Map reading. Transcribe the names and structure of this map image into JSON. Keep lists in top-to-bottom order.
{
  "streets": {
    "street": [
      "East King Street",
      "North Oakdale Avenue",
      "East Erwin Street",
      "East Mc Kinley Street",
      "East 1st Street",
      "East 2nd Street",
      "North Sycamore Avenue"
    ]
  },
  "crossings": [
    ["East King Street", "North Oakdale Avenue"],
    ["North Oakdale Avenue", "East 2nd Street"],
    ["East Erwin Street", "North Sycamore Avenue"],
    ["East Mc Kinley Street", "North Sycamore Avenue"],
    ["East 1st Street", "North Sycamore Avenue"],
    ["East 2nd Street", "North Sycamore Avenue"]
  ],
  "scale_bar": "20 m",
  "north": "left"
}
----
_Directions for this task_: Without any change, reproduce the listing above in full.

_Response to this task_:
Map reading. Transcribe the names and structure of this map image into JSON. Keep lists in top-to-bottom order.
{
  "streets": {
    "street": [
      "East King Street",
      "North Oakdale Avenue",
      "East Erwin Street",
      "East Mc Kinley Street",
      "East 1st Street",
      "East 2nd Street",
      "North Sycamore Avenue"
    ]
  },
  "crossings": [
    ["East King Street", "North Oakdale Avenue"],
    ["North Oakdale Avenue", "East 2nd Street"],
    ["East Erwin Street", "North Sycamore Avenue"],
    ["East Mc Kinley Street", "North Sycamore Avenue"],
    ["East 1st Street", "North Sycamore Avenue"],
    ["East 2nd Street", "North Sycamore Avenue"]
  ],
  "scale_bar": "20 m",
  "north": "left"
}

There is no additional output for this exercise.